The COVID-19 pandemic hit us in December 2019, but we are still trying to combat this virus. A simple Google search can bring forward thousands of efficient datasets and visualizations. Many of these visualizations however highlight complete counties in a particular color, on the basis of the number of cases. I found this a little misleading, as some of the counties have a really small populations and hence can’t have as many cases big metropolitans.

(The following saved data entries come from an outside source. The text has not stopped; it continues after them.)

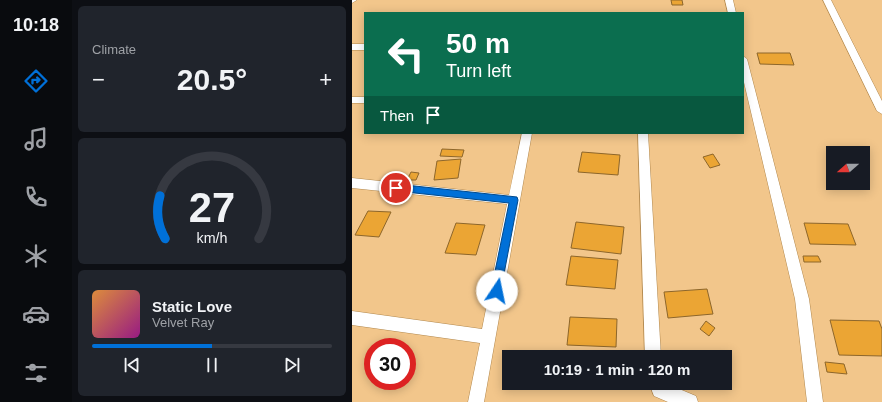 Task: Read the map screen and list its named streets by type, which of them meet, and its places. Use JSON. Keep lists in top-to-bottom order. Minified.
{"north":"left","page":{"tabs":"10:18","tile":"Climate","turn":["50 m","Turn left"],"heat":["−","20.5°","+"],"then":"Then","song":["Static Love","Velvet Ray"],"limit":"30","trip":"10:19 · 1 min · 120 m","gauge":["27","km/h"]}} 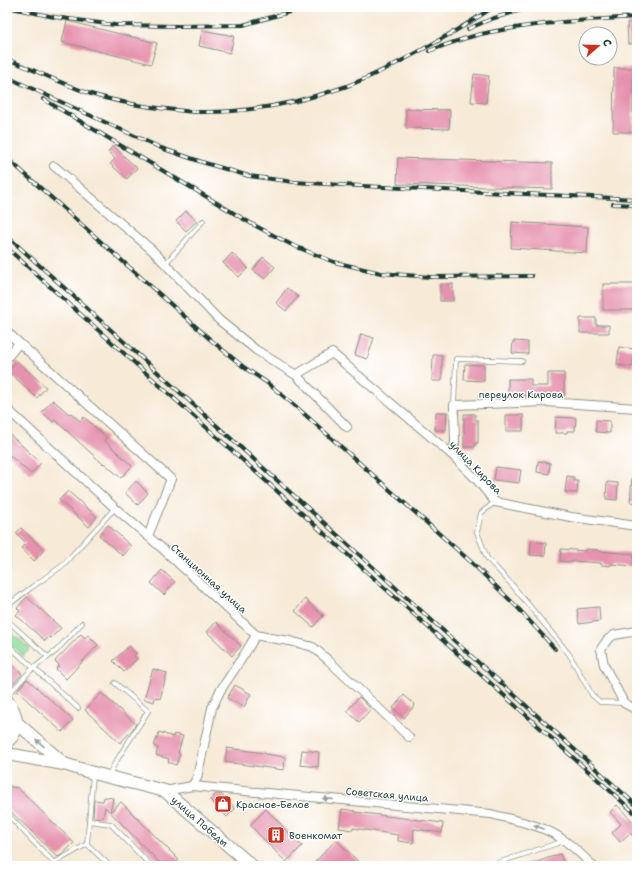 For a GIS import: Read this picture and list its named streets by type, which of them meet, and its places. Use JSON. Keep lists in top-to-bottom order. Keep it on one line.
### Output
{"streets":{"street":["переулок Кирова","улица Кирова","Станционная улица","Советская улица","улица Победы"]},"crossings":[["Советская улица","улица Победы"]],"one_way":["Советская улица"],"places":{"shop":["Красное-Белое"],"building":["Военкомат"]},"north":"right"} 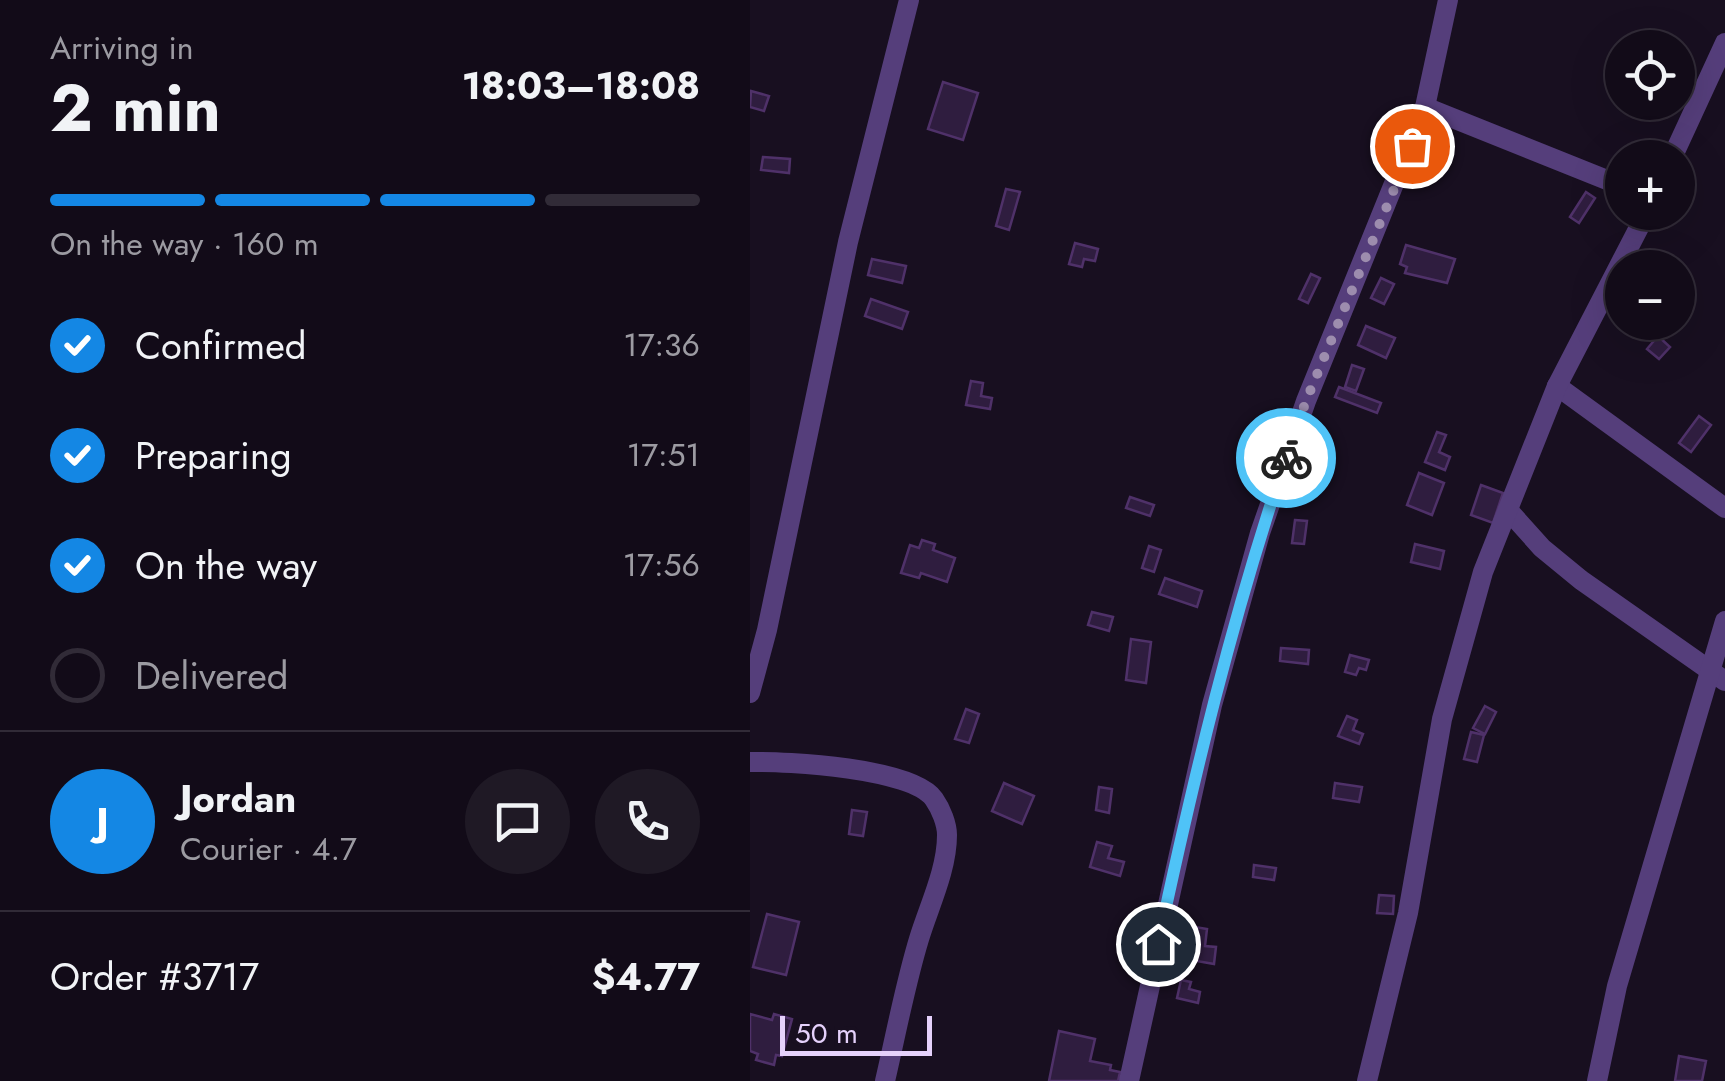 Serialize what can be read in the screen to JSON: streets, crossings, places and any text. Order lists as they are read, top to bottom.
{
  "scale_bar": "50 m",
  "page": {
    "heading": ["2 min", "Arriving in", "18:03–18:08"],
    "panel": [
      "Jordan",
      "Courier · 4.7",
      "Order #3717",
      "$4.77"
    ],
    "map_buttons": ["+", "−"],
    "bar": "On the way · 160 m",
    "list": [
      ["Confirmed", "17:36"],
      ["Preparing", "17:51"],
      ["On the way", "17:56"],
      "Delivered"
    ],
    "round": "J",
    "scale": "50 m"
  }
} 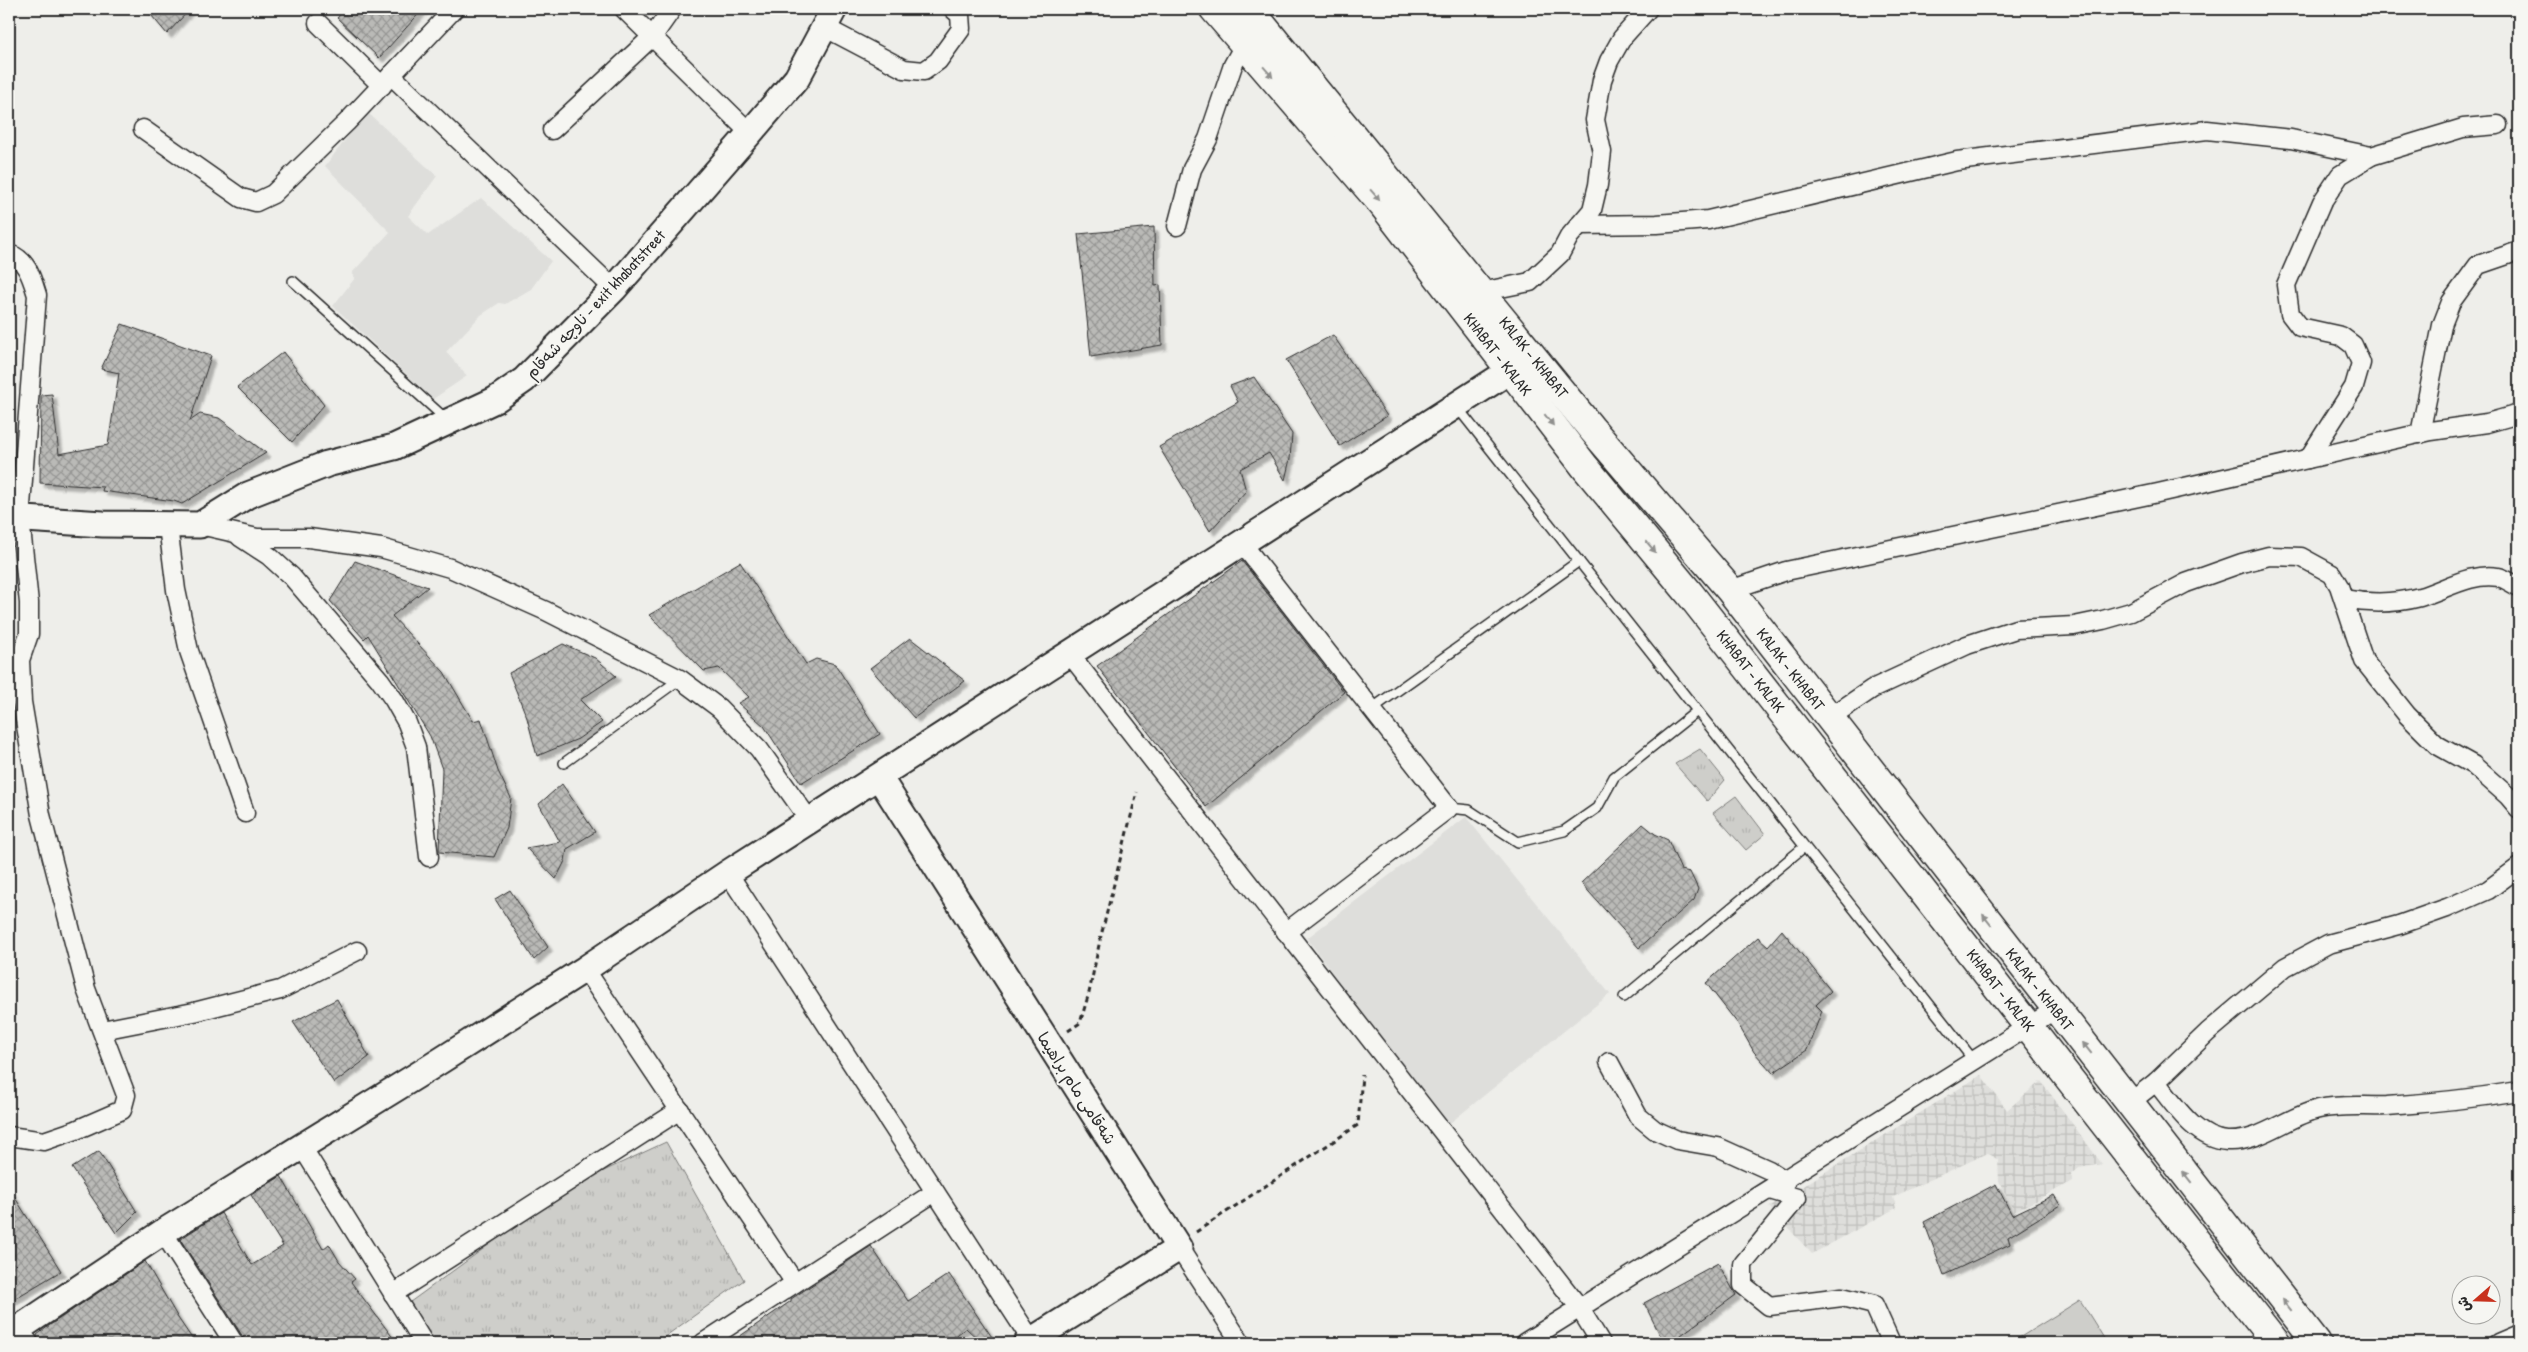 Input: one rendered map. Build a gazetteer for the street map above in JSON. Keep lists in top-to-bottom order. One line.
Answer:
{"streets":{"main road":["KHABAT - KALAK","KALAK - KHABAT"],"street":["ناوچە شەقام - exit khabatstreet","شەقامی مام براهیما"]},"one_way":["KHABAT - KALAK","KALAK - KHABAT"],"north":"left"} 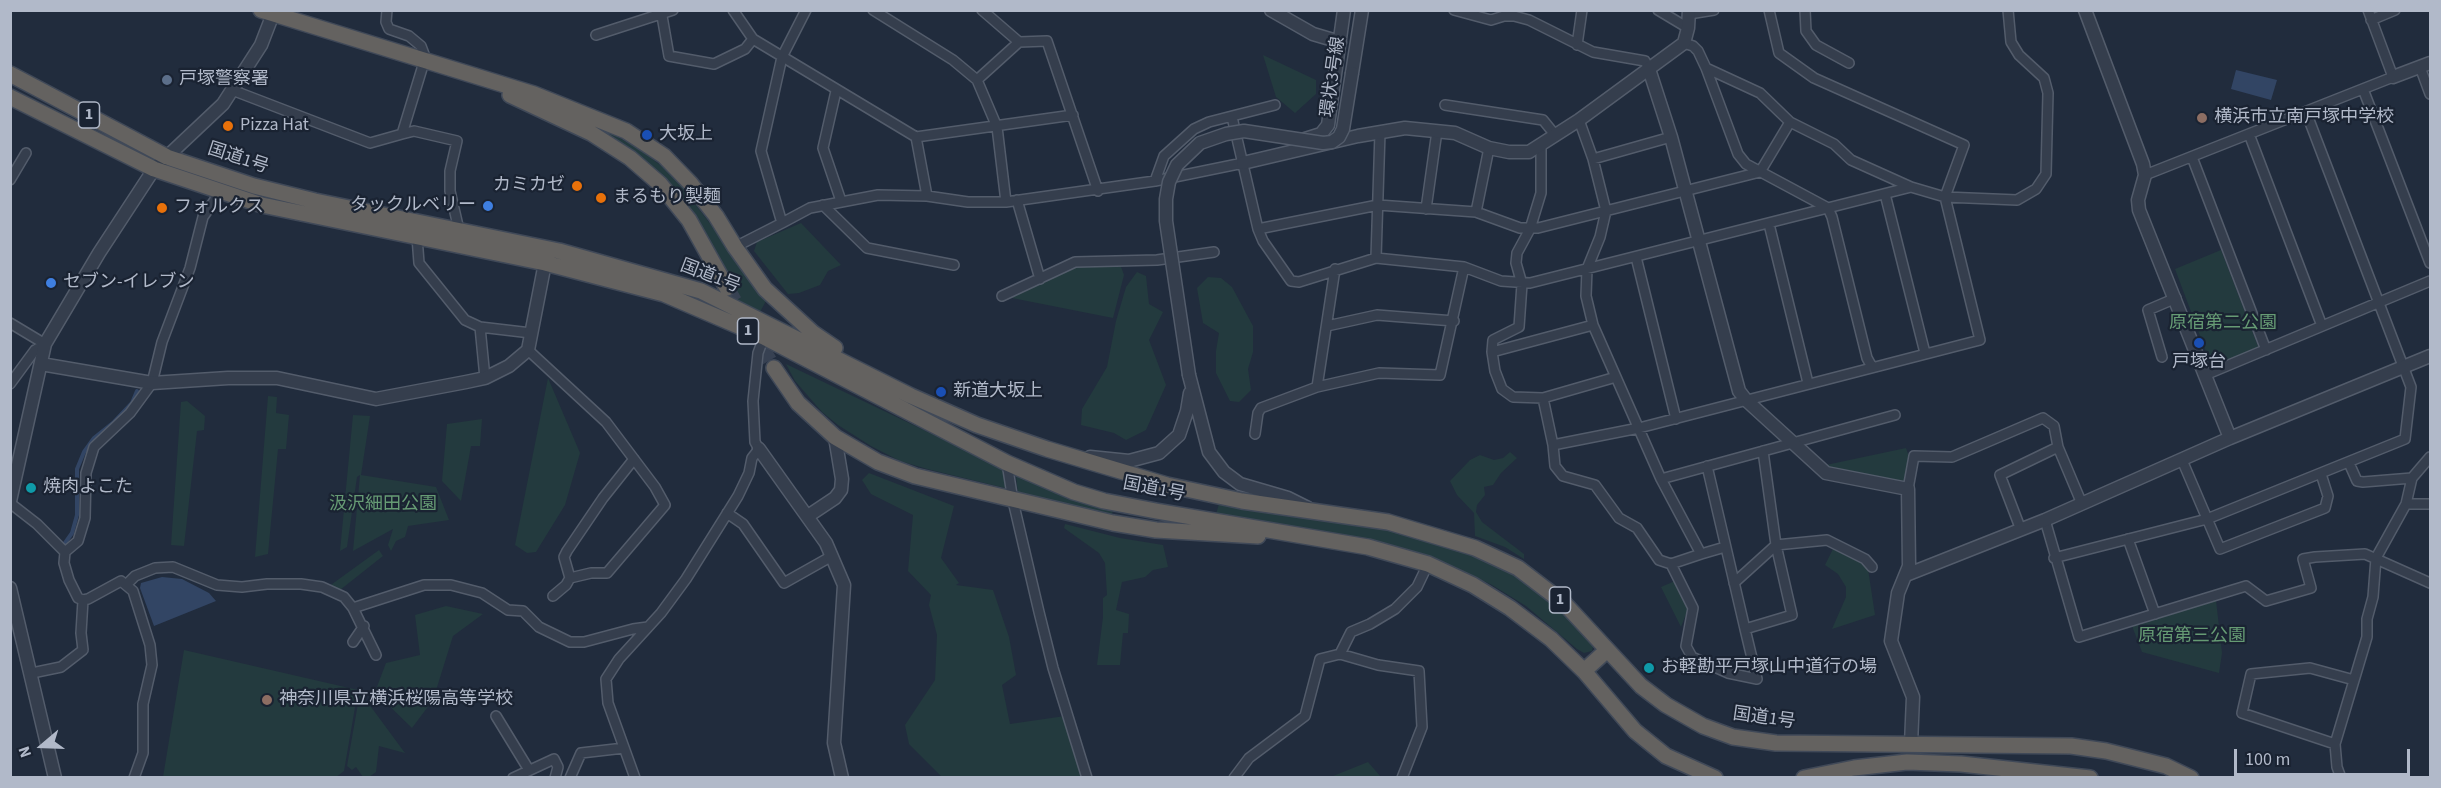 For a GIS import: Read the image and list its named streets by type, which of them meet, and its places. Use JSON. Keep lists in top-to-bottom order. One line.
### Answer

After an initial analysis, I was intrigued to answer following questions:
- What is the current population of every county and how can I highlight them on my map?
- How can we analyze the COVID risk in every county using county population and total number of cases?
- Which states are at high risk of having a second wave of COVID cases?
During my initial research, I found the New York Times COVID map really fascinating, as it used average cases per 100K people. But there was one short coming of this map, it didn’t highlight the population of each county.
Although the color scheme is really effective in highlighting the various counties, the lack of the state borders makes it hard to distinguish and locate specific counties.
In order to make the idea of my visualization possible, I had to collect and combine quite a few different datasets.
I used four different datasets for my lab activity. The first dataset contained the total number of cases in each county starting from 01/22, when the first case was detected in the US. The second data was about the population of each county. The third dataset was the shape file for every US county and the fourth and final dataset was the shape file for every US state. I have linked all of these four datasets here:
Total number of COVID cases each day starting 01/22 for every county in US
Total population classified by county
These datasets were originally sourced from USA Facts and can be found here.
For this lab activity I used Carto. It is a leading location intelligence platform which allows users to harness the power of Spatial Data Analysis. It allows companies with efficient delivery routes, better behavioral marketing, strategic store placements, and much more. I really wanted to understand and use Carto to its full potential, so I restricted myself to using only Carto for everything, including data cleaning.
Once in Carto I started my analysis by adding the different data layers. At first I faced some issues with running the analysis on my datasets, because of the wrong datatypes that Carto automatically selects. After fixing this minor issue, I started by appending the total COVID cases column with my counties shape file. After running the analysis, I styled and colored the layer by the total number of cases. In order to get a better sense of relative positioning to each county, I highlighted the states borders using the states shape file.
Although this map was technically accurate, it still did not compare the population of each county in terms of the number of cases. In order to highlight the population of each county, I added another data layer and changed the geometry of counties from polygon to point, based on the size of their population. The final is as follows.
You can also interact with my interactive map by clicking the following button.
The final spatial analysis does a better job at highlighting the total number of COVID cases along with the population of each county. This brings forward the information that was previously hidden. This map also highlights the fact that the county with larger population have larger infection rates as well, along with highlighting which states at more risk as compared to the others. Some counties in the North Eastern states (like Maine, Vermont, etc), have large populations but considerably lower infection rates.
In this age of technology where data is readily available, fighting a pandemic no longer just the duty of health care professionals. While working on this assignment, I realized the importance of accurate data visualizations. Working with Carto was also fun, but some of the features like the legend placement were pretty limited.
An idea that crossed my mind was that even with just two factors: population and number of cases in that particular county, one can build a model and predict cases in the future. This could help predict the second wave. Diving deeper, one can use different socio-economic factors like race, ethnicity, gender, age, average income, number of hospitals in the area to build such a model.
Further analysis, could benefit from more varied point sizes, as the current point sizes fewer data buckets with large sizes. This model can also be expanded on global scale to highlight the countries at most risk. it could also benefit from individual daily cases instead of a summation of all the found cases.